物語の中に登場する、人魚、妖精、鏡の中の住人、手足の生えたトランプ、二足歩行の動物、そして魔法使い。現実には存在しないそれらすべてを物語の魔法は見せてくれるということを表現しました。
小中学生の頃、ファンタジー小説に夢中になり学校や地域の図書館を巡っては多くの本を読み漁っていました。物語の主人公の目線を通し、違う世界を覗き見ているような感覚になるのが楽しかったことを覚えています。その夢を見ているようなふわふわとした感覚を、全体の色相を不自然なほど青に寄せてさらに虹色にぼかすことと、画面中央の女の子を同一人物にし、片方を魔女の格好にすることで表現しました。また、本がテーマなので画面内にできるだけ多くの本を入れたいと考え、背景の本棚の壁に描写範囲を広げられる魚眼レンズのような表現を用いています。

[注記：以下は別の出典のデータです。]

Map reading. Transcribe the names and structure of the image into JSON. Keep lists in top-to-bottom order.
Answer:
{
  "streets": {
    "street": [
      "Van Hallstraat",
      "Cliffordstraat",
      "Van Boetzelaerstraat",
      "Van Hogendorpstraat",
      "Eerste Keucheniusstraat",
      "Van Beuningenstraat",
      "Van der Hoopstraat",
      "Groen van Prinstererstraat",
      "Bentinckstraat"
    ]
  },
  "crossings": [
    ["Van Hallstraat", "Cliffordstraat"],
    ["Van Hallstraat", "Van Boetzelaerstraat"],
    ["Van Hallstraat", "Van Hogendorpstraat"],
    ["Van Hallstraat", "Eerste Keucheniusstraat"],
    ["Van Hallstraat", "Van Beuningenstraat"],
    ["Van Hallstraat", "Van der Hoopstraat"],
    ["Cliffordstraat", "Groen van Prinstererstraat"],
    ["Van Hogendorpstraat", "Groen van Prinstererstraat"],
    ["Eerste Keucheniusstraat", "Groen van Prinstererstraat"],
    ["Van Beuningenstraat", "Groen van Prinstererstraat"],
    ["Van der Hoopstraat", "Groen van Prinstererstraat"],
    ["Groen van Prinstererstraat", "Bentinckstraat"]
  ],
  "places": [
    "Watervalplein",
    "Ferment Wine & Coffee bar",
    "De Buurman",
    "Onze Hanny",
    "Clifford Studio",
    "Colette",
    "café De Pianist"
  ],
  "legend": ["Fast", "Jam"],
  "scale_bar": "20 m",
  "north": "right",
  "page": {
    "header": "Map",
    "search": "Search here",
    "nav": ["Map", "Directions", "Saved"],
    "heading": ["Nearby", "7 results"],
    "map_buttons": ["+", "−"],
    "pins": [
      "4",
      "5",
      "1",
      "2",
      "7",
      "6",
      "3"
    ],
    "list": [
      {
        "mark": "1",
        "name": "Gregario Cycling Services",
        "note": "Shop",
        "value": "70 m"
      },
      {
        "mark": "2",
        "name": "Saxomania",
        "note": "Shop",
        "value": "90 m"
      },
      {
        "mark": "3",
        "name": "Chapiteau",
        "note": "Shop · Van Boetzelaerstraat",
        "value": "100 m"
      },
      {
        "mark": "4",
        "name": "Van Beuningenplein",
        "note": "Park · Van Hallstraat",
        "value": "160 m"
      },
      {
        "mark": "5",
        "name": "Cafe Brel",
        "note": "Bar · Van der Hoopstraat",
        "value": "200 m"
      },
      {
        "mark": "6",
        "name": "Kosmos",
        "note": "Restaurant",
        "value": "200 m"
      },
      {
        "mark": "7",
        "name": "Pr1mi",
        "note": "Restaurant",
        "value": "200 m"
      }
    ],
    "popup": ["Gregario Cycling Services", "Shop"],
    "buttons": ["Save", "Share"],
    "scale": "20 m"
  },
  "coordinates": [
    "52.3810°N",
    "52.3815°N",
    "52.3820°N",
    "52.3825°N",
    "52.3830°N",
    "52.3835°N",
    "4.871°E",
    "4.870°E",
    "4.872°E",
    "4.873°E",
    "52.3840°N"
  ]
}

トランプの身体や魔女の帽子など、一部には油絵のようなガサガサしたタッチの筆跡を残しています。これは、表紙や挿絵に登場する二次元的な存在であることをイメージしたものです。
作品制作にはデジタルペイントツールのProcreateを使用しました。油彩筆などアナログ風のタッチができるペンが多くありますが、デジタル特有の表現も可能な便利なツールです。
本のページ素材の作成:手持ちの本のページの写真を撮り、アイビスペイントの手書き風輪郭抽出という機能を使って読めないけれど何か文字は書いてあるように見えるページ素材を作成しました。
仕上げのフィルター加工:虹色にブレたような表現ができる色収差、画面端をぼかすガウスぼかし、全体の色を調整できる色調フィルターなどを用いて利用の状態になるまで調整を重ねました。
本を開き、物語の世界に飛び込む時間の楽しさを表現した作品。「ホウカゴデイドリーム」というタイトルにもあるように、本を開くだけですぐに入り込める、日常のすぐ隣にある空想の世界を丁寧に描いている。作品全体は、図書館の大きな書架のイメージを背景に置き、その上に、本を読む少女と想像上のキャラクターたちが浮遊する構図になっており、この奥行きを持った構図が、現実と空想が入り混じる感覚をうまく伝えている。